Dataset items:
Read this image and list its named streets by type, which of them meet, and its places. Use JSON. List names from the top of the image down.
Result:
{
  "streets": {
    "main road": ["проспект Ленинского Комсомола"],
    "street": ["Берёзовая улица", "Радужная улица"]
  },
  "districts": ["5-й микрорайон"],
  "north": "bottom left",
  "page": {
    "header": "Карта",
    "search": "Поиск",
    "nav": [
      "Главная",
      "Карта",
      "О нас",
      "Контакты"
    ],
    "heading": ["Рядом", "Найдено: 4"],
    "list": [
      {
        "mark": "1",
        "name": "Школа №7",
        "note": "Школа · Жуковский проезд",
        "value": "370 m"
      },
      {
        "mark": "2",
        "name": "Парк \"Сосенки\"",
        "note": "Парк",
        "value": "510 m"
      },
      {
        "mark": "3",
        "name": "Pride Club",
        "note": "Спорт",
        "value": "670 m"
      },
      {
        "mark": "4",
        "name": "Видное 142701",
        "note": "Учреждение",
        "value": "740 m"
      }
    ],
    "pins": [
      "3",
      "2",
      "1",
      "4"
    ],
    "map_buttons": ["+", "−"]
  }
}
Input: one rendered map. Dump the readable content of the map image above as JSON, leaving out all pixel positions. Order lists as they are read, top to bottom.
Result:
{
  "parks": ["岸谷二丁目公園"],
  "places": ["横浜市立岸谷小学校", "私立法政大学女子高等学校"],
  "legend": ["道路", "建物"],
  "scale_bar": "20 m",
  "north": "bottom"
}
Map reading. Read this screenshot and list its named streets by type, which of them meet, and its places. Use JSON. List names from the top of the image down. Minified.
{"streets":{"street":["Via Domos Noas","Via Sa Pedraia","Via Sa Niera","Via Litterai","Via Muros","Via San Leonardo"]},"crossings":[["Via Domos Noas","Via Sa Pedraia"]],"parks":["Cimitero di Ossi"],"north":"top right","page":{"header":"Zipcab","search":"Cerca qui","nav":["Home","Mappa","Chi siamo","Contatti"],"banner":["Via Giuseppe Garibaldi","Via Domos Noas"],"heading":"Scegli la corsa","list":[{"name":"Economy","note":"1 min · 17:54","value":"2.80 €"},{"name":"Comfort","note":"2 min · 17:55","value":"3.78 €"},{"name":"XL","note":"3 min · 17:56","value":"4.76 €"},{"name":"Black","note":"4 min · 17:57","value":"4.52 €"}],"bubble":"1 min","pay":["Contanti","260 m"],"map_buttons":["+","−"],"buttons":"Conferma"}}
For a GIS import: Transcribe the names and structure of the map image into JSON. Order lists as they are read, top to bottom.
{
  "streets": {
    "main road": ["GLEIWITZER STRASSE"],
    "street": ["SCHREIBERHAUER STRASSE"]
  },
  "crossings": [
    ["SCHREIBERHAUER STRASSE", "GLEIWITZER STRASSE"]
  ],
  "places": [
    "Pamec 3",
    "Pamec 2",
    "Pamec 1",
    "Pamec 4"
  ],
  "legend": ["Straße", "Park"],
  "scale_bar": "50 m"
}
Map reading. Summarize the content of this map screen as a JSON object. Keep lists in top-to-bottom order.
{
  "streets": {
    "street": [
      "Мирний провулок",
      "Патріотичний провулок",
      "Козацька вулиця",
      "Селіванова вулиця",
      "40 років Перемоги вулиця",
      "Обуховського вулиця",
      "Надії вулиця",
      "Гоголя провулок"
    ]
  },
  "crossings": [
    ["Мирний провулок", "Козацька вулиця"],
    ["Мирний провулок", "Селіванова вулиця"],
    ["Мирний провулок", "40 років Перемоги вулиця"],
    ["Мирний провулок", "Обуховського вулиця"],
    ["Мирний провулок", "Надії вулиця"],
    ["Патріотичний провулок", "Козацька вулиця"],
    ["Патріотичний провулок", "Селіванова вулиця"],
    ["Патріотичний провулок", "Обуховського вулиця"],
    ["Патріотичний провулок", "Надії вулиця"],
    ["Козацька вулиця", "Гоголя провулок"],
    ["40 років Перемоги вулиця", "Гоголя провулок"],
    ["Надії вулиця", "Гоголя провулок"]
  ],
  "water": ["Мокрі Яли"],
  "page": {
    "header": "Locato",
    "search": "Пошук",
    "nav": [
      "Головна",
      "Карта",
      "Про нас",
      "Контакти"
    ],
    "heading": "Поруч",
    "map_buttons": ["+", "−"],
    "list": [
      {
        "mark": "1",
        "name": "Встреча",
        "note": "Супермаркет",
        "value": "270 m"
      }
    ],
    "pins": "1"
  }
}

## Task statement
Extract each record, keeping it identical to the original.

## Solution to this task
Read this image and list its named streets by type, which of them meet, and its places. Use JSON. List names from the top of the image down.
Result:
{
  "streets": {
    "main road": ["проспект Ленинского Комсомола"],
    "street": ["Берёзовая улица", "Радужная улица"]
  },
  "districts": ["5-й микрорайон"],
  "north": "bottom left",
  "page": {
    "header": "Карта",
    "search": "Поиск",
    "nav": [
      "Главная",
      "Карта",
      "О нас",
      "Контакты"
    ],
    "heading": ["Рядом", "Найдено: 4"],
    "list": [
      {
        "mark": "1",
        "name": "Школа №7",
        "note": "Школа · Жуковский проезд",
        "value": "370 m"
      },
      {
        "mark": "2",
        "name": "Парк \"Сосенки\"",
        "note": "Парк",
        "value": "510 m"
      },
      {
        "mark": "3",
        "name": "Pride Club",
        "note": "Спорт",
        "value": "670 m"
      },
      {
        "mark": "4",
        "name": "Видное 142701",
        "note": "Учреждение",
        "value": "740 m"
      }
    ],
    "pins": [
      "3",
      "2",
      "1",
      "4"
    ],
    "map_buttons": ["+", "−"]
  }
}
Input: one rendered map. Dump the readable content of the map image above as JSON, leaving out all pixel positions. Order lists as they are read, top to bottom.
Result:
{
  "parks": ["岸谷二丁目公園"],
  "places": ["横浜市立岸谷小学校", "私立法政大学女子高等学校"],
  "legend": ["道路", "建物"],
  "scale_bar": "20 m",
  "north": "bottom"
}
Map reading. Read this screenshot and list its named streets by type, which of them meet, and its places. Use JSON. List names from the top of the image down. Minified.
{"streets":{"street":["Via Domos Noas","Via Sa Pedraia","Via Sa Niera","Via Litterai","Via Muros","Via San Leonardo"]},"crossings":[["Via Domos Noas","Via Sa Pedraia"]],"parks":["Cimitero di Ossi"],"north":"top right","page":{"header":"Zipcab","search":"Cerca qui","nav":["Home","Mappa","Chi siamo","Contatti"],"banner":["Via Giuseppe Garibaldi","Via Domos Noas"],"heading":"Scegli la corsa","list":[{"name":"Economy","note":"1 min · 17:54","value":"2.80 €"},{"name":"Comfort","note":"2 min · 17:55","value":"3.78 €"},{"name":"XL","note":"3 min · 17:56","value":"4.76 €"},{"name":"Black","note":"4 min · 17:57","value":"4.52 €"}],"bubble":"1 min","pay":["Contanti","260 m"],"map_buttons":["+","−"],"buttons":"Conferma"}}
For a GIS import: Transcribe the names and structure of the map image into JSON. Order lists as they are read, top to bottom.
{
  "streets": {
    "main road": ["GLEIWITZER STRASSE"],
    "street": ["SCHREIBERHAUER STRASSE"]
  },
  "crossings": [
    ["SCHREIBERHAUER STRASSE", "GLEIWITZER STRASSE"]
  ],
  "places": [
    "Pamec 3",
    "Pamec 2",
    "Pamec 1",
    "Pamec 4"
  ],
  "legend": ["Straße", "Park"],
  "scale_bar": "50 m"
}
Map reading. Summarize the content of this map screen as a JSON object. Keep lists in top-to-bottom order.
{
  "streets": {
    "street": [
      "Мирний провулок",
      "Патріотичний провулок",
      "Козацька вулиця",
      "Селіванова вулиця",
      "40 років Перемоги вулиця",
      "Обуховського вулиця",
      "Надії вулиця",
      "Гоголя провулок"
    ]
  },
  "crossings": [
    ["Мирний провулок", "Козацька вулиця"],
    ["Мирний провулок", "Селіванова вулиця"],
    ["Мирний провулок", "40 років Перемоги вулиця"],
    ["Мирний провулок", "Обуховського вулиця"],
    ["Мирний провулок", "Надії вулиця"],
    ["Патріотичний провулок", "Козацька вулиця"],
    ["Патріотичний провулок", "Селіванова вулиця"],
    ["Патріотичний провулок", "Обуховського вулиця"],
    ["Патріотичний провулок", "Надії вулиця"],
    ["Козацька вулиця", "Гоголя провулок"],
    ["40 років Перемоги вулиця", "Гоголя провулок"],
    ["Надії вулиця", "Гоголя провулок"]
  ],
  "water": ["Мокрі Яли"],
  "page": {
    "header": "Locato",
    "search": "Пошук",
    "nav": [
      "Головна",
      "Карта",
      "Про нас",
      "Контакти"
    ],
    "heading": "Поруч",
    "map_buttons": ["+", "−"],
    "list": [
      {
        "mark": "1",
        "name": "Встреча",
        "note": "Супермаркет",
        "value": "270 m"
      }
    ],
    "pins": "1"
  }
}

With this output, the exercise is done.